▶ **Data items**
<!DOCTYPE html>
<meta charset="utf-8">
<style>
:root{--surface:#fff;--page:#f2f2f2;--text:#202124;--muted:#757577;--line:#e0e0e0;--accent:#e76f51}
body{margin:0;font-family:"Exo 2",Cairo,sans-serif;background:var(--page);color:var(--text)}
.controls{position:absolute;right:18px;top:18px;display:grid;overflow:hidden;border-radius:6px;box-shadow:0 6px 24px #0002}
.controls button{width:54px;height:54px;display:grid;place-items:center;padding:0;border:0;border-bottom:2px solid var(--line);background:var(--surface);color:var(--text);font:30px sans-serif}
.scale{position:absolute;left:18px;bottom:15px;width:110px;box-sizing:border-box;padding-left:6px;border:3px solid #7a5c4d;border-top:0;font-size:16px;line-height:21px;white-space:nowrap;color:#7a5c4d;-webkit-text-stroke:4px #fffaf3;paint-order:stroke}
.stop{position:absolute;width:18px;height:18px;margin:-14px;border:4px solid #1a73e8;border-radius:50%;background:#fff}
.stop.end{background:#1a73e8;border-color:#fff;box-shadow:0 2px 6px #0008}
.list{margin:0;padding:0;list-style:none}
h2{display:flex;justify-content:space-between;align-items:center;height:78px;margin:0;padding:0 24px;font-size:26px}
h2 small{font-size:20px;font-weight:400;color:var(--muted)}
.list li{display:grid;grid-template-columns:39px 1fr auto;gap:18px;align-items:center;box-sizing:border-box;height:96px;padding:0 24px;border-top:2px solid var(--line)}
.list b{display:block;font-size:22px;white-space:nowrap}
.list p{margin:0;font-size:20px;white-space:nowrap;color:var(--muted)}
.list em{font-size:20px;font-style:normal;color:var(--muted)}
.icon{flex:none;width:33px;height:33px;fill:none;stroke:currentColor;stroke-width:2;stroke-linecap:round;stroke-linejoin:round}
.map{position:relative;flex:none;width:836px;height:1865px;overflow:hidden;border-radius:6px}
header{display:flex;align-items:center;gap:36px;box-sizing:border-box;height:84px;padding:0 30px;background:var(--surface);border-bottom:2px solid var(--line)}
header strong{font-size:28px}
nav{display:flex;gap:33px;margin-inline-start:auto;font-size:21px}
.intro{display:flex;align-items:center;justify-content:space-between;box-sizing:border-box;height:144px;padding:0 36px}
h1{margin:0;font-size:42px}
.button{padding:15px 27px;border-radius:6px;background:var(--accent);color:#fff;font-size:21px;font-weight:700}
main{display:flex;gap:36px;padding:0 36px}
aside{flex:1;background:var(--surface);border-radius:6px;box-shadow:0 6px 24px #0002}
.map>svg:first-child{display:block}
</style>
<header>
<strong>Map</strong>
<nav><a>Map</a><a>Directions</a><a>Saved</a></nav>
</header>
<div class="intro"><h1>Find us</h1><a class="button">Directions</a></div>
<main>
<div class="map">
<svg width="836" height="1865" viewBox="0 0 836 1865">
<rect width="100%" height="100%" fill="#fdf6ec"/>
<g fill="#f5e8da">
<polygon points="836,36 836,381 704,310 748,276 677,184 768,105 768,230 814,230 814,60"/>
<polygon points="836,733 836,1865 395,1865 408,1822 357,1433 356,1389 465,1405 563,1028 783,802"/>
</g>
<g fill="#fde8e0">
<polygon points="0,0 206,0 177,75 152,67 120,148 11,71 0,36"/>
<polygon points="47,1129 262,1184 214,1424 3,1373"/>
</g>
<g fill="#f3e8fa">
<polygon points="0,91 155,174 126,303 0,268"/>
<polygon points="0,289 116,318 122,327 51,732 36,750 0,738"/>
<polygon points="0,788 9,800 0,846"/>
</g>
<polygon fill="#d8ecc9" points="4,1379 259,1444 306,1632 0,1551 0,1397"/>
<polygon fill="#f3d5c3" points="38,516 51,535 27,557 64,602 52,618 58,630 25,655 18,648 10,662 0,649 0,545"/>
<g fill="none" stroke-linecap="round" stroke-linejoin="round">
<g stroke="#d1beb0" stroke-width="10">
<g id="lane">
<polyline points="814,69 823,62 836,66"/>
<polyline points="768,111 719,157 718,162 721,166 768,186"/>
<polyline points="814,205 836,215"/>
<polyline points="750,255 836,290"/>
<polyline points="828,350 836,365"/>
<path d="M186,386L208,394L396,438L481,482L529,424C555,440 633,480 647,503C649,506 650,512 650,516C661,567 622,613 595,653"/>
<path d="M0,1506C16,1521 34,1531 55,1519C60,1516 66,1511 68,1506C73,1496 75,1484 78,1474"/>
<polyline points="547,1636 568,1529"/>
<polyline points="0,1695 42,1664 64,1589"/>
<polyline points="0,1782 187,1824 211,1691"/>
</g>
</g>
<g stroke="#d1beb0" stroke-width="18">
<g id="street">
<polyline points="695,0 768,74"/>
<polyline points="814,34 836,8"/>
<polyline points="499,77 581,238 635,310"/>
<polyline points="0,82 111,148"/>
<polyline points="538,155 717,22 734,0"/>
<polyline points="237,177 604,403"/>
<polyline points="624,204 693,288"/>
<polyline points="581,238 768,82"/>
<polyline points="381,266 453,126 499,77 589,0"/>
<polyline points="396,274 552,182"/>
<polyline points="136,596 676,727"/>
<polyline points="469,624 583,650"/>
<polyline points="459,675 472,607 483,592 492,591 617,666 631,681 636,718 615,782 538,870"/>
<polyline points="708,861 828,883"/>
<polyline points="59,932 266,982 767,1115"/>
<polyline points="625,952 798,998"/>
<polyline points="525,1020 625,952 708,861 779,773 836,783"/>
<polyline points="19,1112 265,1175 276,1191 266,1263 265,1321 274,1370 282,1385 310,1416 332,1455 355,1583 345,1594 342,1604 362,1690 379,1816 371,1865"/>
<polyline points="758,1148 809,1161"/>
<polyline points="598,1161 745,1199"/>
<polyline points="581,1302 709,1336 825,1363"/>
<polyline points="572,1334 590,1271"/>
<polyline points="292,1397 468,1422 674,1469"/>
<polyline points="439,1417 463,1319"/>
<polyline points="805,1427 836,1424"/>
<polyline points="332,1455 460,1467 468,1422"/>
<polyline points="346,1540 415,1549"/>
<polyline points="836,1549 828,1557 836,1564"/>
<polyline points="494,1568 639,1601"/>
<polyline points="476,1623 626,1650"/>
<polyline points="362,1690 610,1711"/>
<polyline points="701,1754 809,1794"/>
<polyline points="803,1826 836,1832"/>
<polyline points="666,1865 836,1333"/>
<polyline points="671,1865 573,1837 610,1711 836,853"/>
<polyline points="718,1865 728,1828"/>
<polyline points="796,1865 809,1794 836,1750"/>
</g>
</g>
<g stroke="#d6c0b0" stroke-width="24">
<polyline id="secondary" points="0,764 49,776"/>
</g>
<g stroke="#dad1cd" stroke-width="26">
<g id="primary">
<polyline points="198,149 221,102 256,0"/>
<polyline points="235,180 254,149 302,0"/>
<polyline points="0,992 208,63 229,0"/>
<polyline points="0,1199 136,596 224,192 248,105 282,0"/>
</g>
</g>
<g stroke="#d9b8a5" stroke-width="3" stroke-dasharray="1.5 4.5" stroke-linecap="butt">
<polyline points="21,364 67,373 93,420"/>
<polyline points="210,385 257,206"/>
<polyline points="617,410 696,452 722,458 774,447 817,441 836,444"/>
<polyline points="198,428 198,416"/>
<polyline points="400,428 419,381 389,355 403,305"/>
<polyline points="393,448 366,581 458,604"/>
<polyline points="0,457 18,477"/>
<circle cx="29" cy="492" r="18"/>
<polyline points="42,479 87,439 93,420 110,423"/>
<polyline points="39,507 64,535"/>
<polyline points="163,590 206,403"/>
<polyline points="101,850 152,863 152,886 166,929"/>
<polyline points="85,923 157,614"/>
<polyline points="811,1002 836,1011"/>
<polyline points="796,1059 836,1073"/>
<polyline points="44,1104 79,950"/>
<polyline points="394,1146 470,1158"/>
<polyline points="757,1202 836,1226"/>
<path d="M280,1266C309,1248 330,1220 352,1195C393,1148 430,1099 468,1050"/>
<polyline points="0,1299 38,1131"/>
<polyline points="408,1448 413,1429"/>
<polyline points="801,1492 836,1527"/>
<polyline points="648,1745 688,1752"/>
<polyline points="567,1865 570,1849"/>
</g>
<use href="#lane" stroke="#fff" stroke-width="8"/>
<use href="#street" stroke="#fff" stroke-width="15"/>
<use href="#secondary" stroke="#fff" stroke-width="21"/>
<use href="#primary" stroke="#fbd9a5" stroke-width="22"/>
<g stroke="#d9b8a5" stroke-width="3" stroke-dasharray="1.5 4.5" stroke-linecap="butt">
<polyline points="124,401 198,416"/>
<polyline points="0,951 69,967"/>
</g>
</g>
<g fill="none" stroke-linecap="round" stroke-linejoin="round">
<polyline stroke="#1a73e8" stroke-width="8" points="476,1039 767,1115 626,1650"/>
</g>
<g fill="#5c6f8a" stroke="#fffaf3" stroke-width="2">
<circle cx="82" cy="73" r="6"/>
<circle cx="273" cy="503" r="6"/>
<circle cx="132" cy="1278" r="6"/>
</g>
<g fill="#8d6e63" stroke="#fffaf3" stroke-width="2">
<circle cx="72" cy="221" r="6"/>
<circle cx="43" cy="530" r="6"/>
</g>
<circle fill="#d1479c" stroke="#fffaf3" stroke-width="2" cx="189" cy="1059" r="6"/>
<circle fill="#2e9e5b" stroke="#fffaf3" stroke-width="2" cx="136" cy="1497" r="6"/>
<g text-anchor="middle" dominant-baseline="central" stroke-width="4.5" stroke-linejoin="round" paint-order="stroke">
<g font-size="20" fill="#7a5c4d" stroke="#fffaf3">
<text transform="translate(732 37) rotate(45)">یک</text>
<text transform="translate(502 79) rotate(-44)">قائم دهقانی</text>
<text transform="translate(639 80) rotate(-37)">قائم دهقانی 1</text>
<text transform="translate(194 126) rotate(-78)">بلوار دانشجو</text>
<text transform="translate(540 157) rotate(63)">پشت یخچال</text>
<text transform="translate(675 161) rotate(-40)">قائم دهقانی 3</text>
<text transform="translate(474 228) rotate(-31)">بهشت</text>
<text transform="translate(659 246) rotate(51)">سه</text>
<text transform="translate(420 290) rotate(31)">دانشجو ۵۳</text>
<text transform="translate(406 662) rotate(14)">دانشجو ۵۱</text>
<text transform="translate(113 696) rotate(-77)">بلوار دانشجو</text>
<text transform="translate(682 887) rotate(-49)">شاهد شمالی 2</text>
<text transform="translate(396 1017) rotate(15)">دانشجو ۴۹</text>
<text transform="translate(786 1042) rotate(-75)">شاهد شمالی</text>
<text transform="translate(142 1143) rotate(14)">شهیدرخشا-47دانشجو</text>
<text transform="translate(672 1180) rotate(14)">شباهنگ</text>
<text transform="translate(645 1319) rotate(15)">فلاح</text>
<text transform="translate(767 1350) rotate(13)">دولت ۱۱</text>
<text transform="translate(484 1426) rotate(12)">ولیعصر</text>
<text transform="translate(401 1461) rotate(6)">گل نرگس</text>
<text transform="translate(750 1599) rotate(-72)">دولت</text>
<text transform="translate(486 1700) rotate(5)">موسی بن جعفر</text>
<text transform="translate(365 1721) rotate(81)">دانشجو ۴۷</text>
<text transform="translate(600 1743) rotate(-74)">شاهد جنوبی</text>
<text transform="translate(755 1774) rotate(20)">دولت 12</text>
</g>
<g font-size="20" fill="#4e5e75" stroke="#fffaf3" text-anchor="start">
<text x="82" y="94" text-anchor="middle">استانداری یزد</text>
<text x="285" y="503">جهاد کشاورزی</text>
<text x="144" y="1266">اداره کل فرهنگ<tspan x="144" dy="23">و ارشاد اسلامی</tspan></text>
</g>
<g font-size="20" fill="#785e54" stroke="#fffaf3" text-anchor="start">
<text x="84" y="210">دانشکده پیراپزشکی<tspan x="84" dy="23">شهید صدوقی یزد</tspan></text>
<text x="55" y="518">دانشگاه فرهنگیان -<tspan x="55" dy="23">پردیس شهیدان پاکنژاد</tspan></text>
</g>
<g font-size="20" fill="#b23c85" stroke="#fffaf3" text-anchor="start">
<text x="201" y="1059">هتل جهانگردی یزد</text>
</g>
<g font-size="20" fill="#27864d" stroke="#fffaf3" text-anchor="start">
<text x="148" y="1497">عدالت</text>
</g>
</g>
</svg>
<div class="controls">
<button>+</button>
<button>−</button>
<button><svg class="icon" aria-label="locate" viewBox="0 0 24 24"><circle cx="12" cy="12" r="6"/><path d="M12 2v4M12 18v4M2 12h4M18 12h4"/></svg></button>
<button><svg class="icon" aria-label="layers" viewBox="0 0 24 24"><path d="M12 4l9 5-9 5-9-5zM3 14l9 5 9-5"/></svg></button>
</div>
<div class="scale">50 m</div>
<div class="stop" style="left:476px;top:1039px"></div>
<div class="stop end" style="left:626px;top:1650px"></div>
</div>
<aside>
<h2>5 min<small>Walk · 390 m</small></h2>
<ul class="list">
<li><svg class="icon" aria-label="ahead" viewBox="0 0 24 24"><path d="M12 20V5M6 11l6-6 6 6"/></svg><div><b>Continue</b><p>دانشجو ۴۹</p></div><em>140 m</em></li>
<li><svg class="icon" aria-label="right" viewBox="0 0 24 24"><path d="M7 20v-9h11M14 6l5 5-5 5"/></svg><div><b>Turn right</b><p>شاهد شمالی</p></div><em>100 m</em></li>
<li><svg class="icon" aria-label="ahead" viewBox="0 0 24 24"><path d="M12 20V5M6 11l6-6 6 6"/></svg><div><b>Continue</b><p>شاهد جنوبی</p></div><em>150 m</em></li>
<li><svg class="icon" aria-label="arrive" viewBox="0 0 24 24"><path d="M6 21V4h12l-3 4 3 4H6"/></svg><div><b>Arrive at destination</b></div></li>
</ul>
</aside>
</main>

▶ **DIRECTIONS FOR THIS TASK**
Please show every line of the entries above that contains the word "بلوار".

▶ **SOLUTION**
<text transform="translate(194 126) rotate(-78)">بلوار دانشجو</text>
<text transform="translate(113 696) rotate(-77)">بلوار دانشجو</text>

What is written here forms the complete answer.